The increasing precision of GPS systems, the development of new sensors and the exponential growth of the computing power of computer systems, has given a great boost to research on the development of machinery capable of operating autonomously. Even if the technical and scientific difficulties related to their practical application have not yet been completely overcome, robotic solutions are already available that can fully manage the performance of specific operations, such as milking, animal feeding, weeding, etc., while the experimental prototypes of fully autonomous driving machinery, capable of operating without a driver on board, are more and more numerous. Another issue, of particular relevance for the environmental sustainability of mechanization, is the reduction and optimization of energy use, both in economic and energy saving terms and for environmental purposes, in order to reduce greenhouse gas emissions.

Noteworthy, was the European research and policy commitment to developing renewable energy sources deriving from products and, above all, from agricultural by-products.

In the last decade, there has been a growing development of tractors fueled by biomass fuels, in particular second-generation biofuels, deriving from lignocellulosic materials and biogas, thus allowing a strong reduction of greenhouse gas emissions. In particular, in the case of power with biomethane, carbon dioxide emissions are practically canceled, and overall emissions reduced by 80% compared to traditional fuels.

A further element of development, which will play an important role in the evolution of mechanization in Europe, for more rational and efficient use of energy, is the recent and progressive spread of the use of electricity on mobile machinery. Introduced in recent times to replace mechanical and hydrostatic transmissions - compared to which it offers far better characteristics of lightness, flexibility, and ease of adjustment and control - to operate components and operating organs of driving and operating machinery, this form of energy is now the subject of great attention by the manufacturers, also for the electric/hybrid power supply of the main engine of the driving machinery.

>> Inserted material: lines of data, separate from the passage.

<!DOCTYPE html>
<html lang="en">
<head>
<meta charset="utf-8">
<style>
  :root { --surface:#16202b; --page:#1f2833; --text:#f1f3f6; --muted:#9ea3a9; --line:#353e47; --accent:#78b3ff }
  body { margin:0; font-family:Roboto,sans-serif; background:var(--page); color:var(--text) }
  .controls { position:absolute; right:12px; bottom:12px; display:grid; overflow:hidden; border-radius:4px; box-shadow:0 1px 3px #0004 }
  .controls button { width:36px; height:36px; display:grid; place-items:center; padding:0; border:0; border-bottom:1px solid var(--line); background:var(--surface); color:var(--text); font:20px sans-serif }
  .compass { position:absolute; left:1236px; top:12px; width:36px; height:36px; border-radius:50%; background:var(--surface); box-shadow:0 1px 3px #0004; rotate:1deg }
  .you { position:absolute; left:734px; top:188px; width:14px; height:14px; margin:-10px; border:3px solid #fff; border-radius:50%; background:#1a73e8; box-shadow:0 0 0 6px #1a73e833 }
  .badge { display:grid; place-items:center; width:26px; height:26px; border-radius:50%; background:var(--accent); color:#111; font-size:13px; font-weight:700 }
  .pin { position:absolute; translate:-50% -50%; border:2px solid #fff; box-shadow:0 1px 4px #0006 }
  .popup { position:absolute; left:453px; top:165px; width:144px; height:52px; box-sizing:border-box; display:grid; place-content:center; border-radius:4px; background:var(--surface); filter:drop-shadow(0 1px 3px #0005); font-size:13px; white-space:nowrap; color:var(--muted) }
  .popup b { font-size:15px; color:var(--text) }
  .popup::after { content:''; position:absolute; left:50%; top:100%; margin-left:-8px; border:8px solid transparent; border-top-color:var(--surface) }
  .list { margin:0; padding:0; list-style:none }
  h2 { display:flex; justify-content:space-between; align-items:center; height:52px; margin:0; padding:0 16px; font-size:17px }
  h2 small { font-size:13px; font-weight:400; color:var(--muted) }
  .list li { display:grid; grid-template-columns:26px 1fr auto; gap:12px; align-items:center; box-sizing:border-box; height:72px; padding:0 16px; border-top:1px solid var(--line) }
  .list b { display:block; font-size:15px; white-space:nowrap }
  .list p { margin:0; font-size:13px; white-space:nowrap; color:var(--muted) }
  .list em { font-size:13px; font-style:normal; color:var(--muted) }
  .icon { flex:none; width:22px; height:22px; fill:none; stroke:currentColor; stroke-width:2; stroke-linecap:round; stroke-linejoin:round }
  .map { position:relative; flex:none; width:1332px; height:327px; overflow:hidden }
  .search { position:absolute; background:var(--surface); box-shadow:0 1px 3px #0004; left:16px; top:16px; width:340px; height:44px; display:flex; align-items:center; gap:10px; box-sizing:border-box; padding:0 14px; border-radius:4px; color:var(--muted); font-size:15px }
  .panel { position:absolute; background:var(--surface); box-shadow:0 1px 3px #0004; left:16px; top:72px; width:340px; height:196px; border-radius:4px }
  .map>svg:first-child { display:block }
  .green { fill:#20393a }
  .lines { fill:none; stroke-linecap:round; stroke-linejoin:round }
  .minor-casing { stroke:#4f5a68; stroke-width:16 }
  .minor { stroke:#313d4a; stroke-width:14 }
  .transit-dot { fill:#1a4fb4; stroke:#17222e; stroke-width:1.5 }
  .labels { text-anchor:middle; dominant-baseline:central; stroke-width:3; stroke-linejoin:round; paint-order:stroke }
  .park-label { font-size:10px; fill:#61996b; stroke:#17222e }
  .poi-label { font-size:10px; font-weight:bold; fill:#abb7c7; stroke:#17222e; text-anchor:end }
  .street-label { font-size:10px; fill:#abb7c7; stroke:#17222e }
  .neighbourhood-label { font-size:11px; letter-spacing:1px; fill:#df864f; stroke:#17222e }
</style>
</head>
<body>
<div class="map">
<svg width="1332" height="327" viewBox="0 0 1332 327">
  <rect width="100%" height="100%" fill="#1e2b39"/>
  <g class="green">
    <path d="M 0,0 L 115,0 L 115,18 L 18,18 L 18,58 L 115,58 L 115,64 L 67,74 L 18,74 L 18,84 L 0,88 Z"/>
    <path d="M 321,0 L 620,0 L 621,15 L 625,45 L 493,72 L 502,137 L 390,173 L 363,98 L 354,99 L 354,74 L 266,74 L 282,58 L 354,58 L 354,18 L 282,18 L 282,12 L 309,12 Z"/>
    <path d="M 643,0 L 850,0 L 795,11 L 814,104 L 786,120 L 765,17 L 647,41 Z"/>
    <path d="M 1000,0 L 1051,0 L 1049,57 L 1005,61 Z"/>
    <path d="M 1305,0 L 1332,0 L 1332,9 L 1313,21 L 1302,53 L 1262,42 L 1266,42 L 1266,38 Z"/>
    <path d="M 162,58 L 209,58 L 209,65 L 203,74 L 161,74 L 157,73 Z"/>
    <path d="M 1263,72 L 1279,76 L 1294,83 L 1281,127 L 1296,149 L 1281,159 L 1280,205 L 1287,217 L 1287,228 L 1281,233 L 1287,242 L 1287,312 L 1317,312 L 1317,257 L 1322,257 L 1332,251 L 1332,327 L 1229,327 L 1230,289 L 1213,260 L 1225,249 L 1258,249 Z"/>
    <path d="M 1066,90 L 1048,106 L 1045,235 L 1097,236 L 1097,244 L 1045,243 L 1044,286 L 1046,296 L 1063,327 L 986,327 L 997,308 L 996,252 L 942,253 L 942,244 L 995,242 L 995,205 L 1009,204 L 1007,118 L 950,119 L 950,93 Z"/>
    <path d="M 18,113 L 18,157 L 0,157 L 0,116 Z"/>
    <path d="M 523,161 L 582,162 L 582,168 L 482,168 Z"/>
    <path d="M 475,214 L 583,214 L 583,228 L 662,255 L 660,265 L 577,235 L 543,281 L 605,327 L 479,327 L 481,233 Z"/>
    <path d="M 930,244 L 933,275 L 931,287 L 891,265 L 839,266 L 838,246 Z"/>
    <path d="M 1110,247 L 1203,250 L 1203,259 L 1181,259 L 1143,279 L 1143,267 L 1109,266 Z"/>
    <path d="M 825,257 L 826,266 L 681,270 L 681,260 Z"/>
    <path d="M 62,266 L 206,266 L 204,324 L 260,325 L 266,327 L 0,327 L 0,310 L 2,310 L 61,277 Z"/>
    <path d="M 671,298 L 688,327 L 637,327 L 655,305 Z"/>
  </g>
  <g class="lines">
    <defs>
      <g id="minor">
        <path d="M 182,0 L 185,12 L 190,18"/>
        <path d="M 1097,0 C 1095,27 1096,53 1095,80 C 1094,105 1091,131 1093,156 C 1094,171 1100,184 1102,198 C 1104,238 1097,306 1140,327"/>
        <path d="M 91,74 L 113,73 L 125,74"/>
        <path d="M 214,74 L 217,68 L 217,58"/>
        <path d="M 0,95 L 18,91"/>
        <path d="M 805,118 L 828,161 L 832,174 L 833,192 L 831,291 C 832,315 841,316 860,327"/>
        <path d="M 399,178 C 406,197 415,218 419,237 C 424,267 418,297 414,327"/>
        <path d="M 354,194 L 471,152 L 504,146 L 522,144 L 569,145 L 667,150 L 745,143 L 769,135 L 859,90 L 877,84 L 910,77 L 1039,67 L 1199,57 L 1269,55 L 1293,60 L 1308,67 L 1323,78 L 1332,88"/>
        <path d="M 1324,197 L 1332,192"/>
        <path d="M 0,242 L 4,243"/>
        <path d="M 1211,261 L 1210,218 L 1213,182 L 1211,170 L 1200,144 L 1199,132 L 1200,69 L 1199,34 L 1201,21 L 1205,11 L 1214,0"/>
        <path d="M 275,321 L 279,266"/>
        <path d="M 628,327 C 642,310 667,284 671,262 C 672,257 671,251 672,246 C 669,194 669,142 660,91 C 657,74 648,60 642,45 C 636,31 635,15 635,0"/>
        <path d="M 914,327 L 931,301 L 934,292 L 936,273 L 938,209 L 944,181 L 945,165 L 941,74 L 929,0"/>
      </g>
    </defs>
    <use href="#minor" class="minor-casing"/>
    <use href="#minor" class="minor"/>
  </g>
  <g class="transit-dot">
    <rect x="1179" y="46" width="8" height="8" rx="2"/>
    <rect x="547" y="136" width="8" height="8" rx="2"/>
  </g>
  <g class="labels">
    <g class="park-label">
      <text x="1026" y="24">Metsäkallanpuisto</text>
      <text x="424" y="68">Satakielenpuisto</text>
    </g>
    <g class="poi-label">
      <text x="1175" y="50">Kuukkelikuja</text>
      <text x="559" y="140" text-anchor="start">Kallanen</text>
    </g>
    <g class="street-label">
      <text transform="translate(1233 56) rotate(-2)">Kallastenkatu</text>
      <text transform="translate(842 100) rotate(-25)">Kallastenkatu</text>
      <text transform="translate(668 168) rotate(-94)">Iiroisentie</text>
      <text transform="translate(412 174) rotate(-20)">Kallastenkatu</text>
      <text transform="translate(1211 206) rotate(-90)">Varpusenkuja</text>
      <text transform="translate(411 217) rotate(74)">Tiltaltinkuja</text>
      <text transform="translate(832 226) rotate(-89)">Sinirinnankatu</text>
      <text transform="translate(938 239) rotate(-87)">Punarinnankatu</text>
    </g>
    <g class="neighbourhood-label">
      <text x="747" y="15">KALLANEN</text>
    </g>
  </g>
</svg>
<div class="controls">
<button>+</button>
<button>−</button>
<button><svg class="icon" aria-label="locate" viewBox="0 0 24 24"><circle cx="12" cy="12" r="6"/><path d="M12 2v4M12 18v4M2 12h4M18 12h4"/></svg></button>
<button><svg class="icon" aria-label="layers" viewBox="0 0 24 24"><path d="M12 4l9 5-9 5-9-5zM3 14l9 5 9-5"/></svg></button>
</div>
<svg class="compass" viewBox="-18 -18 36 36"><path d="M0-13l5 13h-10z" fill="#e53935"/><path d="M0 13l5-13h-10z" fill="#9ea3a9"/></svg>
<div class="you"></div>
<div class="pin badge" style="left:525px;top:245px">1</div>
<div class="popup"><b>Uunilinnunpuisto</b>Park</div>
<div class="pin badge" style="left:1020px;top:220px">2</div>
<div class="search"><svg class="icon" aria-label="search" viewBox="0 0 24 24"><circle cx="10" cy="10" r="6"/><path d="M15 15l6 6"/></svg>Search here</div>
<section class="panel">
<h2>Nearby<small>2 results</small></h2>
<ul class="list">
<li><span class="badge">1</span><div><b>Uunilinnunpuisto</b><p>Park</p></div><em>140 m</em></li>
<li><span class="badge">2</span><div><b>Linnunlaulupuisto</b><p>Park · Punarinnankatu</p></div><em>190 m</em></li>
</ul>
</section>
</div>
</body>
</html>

In parallel with the great mechanization intended to ensure an economic and sustainable production of the main food commodities, two other important development lines will characterize the European production of machinery and industrial plants in the coming years.

The evolution of food consumption in highly industrialized countries is leading to consumers giving ever greater importance to the hedonistic and qualitative aspects of food.

Specialized mechanization, intended for high-income crops and productions strongly characterized from a qualitative point of view, is a sector likely to have an ever-greater development. Specific machinery for the mechanization of valuable crops in typical areas, fourth range products, fruit nuts, etc., although contained in quantitative terms, will significantly characterize the future development of European mechanization.

Finally, a sector which is neglected today, but which will have to find adequate attention, is that of the development of appropriate technologies to help the progressive growth of agricultural production in less developed areas, where serious and unsolved problems of hunger and undernutrition remain. The prospective analysis of the demographic dynamics shows, with clear evidence, that the disruptive growth of the global population in the coming decades will be concentrated in the low-growth regions and, in particular, in the African continent, which in 2050 will reach a number of inhabitants close to 2.5 billion.

A real and effective process of agricultural development, allowing sufficient food production to meet the needs of local populations, is today an unavoidable moral commitment for industrialized countries. Hence, therefore, the need for the European agricultural machinery industry to bring into play its enormous capital of versatility, experience, and high professionalism, to develop appropriate mechanization, that is sustainable in environmental terms and consistent with economic, social and cultural conditions.